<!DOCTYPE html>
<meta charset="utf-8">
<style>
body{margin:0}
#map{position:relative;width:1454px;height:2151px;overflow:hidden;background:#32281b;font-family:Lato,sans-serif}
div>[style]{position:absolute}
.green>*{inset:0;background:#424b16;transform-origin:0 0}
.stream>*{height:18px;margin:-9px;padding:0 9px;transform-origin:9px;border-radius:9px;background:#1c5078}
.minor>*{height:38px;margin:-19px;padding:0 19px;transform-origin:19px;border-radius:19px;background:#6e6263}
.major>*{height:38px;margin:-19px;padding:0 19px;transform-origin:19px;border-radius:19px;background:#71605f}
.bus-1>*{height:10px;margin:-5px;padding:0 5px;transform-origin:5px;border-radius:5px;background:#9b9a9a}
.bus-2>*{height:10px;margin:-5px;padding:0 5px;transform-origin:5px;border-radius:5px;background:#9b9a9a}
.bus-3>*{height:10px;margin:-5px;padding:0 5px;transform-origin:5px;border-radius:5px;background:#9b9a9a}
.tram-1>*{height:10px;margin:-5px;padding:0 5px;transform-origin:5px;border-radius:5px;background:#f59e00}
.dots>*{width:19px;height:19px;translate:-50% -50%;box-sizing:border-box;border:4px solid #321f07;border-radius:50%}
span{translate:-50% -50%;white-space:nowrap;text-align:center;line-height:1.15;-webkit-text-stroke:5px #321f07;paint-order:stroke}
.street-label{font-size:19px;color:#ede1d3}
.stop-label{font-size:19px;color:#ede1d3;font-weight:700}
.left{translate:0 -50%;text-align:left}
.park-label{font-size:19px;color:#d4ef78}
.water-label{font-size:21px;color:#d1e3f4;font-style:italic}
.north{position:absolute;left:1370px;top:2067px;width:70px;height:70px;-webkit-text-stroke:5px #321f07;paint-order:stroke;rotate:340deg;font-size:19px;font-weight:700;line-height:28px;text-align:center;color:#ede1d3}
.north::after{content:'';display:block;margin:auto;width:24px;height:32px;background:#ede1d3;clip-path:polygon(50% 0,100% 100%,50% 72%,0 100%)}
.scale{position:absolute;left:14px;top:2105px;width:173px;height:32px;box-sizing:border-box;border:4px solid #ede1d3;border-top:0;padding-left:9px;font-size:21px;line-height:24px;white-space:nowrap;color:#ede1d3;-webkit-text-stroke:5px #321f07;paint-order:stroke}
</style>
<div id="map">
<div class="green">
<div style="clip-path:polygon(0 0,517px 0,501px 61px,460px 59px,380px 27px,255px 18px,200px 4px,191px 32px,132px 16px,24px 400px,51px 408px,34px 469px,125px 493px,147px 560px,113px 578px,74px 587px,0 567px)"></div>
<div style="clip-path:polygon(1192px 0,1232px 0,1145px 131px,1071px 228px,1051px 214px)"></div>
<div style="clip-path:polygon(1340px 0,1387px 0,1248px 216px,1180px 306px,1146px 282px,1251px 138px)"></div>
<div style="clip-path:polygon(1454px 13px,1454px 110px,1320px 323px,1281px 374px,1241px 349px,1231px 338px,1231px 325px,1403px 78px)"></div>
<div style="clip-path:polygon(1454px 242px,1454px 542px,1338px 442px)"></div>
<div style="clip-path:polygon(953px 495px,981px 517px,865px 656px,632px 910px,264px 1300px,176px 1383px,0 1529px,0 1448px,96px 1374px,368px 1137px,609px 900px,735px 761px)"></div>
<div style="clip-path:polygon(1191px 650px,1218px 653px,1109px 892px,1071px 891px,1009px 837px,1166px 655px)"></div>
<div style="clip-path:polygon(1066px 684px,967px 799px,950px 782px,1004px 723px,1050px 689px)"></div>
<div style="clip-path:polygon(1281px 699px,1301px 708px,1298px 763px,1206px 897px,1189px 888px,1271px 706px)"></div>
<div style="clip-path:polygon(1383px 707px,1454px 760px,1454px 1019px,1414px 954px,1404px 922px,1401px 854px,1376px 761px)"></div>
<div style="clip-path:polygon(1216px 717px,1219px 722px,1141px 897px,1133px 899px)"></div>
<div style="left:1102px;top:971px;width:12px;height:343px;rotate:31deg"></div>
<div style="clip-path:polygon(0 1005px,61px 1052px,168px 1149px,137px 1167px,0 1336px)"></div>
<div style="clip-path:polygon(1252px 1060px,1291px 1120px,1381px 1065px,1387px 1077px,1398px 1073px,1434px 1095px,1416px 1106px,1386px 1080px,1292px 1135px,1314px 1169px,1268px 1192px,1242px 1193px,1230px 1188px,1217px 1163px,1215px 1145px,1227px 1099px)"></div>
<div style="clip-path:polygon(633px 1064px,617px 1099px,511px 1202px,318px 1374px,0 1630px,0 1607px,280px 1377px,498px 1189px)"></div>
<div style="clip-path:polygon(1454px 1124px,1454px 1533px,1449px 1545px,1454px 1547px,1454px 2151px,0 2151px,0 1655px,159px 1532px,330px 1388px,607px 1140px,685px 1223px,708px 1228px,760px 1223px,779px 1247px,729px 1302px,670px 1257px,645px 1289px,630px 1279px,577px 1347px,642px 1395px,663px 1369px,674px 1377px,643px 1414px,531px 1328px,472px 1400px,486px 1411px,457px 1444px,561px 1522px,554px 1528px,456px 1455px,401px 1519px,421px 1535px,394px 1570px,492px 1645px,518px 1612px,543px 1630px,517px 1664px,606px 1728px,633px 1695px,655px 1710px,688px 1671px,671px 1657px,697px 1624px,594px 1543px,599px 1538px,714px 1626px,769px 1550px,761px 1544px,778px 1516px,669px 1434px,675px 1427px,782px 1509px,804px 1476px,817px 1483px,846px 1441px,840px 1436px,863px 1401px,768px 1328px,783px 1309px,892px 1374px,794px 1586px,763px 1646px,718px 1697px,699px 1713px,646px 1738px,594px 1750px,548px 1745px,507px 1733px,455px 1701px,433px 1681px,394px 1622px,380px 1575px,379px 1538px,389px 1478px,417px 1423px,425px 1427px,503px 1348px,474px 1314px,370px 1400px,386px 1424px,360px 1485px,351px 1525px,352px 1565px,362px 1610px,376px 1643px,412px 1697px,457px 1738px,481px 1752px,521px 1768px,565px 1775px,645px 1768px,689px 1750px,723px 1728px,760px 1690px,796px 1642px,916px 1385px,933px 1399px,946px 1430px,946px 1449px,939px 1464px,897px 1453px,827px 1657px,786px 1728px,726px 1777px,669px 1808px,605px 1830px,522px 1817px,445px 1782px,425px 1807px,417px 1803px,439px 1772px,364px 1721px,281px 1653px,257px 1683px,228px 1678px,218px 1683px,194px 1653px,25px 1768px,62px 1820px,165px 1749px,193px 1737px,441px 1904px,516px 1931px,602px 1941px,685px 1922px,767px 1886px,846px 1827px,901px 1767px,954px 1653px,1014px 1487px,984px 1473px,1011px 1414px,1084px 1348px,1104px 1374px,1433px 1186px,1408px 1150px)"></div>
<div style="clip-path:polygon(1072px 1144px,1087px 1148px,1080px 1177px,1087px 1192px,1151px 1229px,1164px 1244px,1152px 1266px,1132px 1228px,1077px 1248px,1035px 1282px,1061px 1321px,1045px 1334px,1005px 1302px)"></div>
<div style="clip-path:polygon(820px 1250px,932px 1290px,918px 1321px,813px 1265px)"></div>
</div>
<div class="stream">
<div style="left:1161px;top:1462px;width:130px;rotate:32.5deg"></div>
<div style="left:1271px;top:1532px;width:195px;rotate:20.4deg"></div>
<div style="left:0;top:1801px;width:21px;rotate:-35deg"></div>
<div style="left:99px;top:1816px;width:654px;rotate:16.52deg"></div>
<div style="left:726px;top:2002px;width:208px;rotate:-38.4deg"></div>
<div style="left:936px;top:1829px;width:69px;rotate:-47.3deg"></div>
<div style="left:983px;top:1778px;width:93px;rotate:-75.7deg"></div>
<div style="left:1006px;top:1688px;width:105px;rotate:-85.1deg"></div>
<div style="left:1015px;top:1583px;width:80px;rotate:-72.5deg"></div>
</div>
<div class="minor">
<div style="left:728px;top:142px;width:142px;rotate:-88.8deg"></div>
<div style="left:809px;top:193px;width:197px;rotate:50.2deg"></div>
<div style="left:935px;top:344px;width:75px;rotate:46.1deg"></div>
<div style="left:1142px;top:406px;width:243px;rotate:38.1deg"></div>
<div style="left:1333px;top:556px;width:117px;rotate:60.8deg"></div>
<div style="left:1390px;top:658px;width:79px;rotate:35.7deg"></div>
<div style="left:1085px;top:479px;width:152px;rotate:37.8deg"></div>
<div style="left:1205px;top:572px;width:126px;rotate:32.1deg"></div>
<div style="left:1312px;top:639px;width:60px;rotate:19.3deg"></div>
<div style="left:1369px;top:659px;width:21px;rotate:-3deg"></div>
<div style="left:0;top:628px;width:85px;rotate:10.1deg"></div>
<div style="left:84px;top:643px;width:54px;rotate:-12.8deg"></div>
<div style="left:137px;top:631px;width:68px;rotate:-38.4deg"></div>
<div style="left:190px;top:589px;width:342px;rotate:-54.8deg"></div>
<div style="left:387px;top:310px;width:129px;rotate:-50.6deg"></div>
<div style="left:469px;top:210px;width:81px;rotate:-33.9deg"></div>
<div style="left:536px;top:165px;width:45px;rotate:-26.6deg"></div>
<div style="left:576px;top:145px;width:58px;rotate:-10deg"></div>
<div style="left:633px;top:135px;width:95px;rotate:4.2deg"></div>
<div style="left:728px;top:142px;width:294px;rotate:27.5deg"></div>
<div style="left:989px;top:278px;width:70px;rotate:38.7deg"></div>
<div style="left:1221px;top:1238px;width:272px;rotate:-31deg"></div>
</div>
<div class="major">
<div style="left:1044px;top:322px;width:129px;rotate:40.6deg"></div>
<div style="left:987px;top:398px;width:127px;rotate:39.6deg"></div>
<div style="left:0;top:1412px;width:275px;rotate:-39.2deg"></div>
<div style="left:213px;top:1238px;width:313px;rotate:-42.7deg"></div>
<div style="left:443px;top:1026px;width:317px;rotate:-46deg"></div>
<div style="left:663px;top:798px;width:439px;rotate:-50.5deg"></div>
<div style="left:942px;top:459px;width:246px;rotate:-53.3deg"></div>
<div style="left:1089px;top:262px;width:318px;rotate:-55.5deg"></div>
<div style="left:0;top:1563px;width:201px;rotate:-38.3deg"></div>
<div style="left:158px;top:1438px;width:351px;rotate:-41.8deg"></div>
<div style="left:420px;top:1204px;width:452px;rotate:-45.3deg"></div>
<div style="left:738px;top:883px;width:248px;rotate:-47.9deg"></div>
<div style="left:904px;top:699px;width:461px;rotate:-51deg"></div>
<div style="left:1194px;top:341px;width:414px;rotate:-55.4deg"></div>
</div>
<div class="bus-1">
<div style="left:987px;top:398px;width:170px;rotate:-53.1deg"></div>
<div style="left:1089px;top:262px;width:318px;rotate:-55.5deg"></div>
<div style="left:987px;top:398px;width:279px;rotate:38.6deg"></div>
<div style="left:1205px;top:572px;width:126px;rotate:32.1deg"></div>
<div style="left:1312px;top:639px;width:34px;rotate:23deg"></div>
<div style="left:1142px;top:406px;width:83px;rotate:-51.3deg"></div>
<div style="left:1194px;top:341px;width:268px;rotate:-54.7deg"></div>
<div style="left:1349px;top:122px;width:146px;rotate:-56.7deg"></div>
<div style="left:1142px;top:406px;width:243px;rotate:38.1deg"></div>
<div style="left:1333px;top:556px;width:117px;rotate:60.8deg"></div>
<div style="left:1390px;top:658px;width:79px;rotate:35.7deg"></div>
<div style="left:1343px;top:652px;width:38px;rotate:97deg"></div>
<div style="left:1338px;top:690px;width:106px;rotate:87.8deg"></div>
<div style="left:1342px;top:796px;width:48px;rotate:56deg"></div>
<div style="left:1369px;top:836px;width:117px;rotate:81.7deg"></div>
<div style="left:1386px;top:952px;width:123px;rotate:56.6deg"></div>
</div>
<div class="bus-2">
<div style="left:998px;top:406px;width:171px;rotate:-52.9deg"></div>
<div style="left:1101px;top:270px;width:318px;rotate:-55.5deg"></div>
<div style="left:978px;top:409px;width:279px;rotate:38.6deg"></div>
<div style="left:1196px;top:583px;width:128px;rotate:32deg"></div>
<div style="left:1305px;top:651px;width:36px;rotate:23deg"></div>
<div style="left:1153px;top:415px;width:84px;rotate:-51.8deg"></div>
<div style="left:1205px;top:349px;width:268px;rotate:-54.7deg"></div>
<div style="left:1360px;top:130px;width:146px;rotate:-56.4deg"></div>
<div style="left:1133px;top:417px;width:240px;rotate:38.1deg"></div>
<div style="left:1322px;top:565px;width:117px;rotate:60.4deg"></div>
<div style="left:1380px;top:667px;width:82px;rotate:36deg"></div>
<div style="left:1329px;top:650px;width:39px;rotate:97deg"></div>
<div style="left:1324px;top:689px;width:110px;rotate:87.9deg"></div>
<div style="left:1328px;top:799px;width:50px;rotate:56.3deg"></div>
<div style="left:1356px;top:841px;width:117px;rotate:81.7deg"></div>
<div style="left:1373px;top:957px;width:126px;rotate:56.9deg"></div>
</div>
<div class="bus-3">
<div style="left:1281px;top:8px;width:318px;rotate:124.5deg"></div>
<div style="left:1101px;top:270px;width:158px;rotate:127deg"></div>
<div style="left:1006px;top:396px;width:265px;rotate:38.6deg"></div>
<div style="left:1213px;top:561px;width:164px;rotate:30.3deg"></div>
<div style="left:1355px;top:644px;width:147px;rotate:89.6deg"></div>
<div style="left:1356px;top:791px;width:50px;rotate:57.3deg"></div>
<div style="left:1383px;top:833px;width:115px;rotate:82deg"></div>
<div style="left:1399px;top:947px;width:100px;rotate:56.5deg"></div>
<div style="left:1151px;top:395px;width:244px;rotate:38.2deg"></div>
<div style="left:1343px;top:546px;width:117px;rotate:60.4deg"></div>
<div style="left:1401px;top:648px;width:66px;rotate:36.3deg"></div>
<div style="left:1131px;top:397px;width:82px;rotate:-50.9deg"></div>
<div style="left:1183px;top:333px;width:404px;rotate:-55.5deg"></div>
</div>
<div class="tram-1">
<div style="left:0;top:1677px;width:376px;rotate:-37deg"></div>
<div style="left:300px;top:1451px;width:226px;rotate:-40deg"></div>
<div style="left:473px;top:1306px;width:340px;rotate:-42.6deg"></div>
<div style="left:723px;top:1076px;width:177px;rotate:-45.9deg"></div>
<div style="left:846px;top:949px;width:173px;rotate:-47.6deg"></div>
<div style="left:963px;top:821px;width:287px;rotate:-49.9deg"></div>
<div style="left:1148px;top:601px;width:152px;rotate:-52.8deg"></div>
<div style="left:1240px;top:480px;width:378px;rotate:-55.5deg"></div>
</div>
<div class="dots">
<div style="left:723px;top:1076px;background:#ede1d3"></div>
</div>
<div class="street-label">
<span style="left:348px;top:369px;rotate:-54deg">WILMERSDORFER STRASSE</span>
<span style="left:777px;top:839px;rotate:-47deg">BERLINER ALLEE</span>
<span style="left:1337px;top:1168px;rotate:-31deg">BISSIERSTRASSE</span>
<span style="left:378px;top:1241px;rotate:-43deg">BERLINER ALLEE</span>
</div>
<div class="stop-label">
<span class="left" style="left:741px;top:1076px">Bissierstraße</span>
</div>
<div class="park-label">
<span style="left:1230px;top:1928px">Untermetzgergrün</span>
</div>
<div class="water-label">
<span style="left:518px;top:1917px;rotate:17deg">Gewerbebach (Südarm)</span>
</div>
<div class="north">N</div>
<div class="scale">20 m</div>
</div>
************
→ EXERCISE PROMPT: Copy all lines of the material above where the string "stream" occurs.

→ ANSWER BELOW:
.stream>*{height:18px;margin:-9px;padding:0 9px;transform-origin:9px;border-radius:9px;background:#1c5078}
<div class="stream">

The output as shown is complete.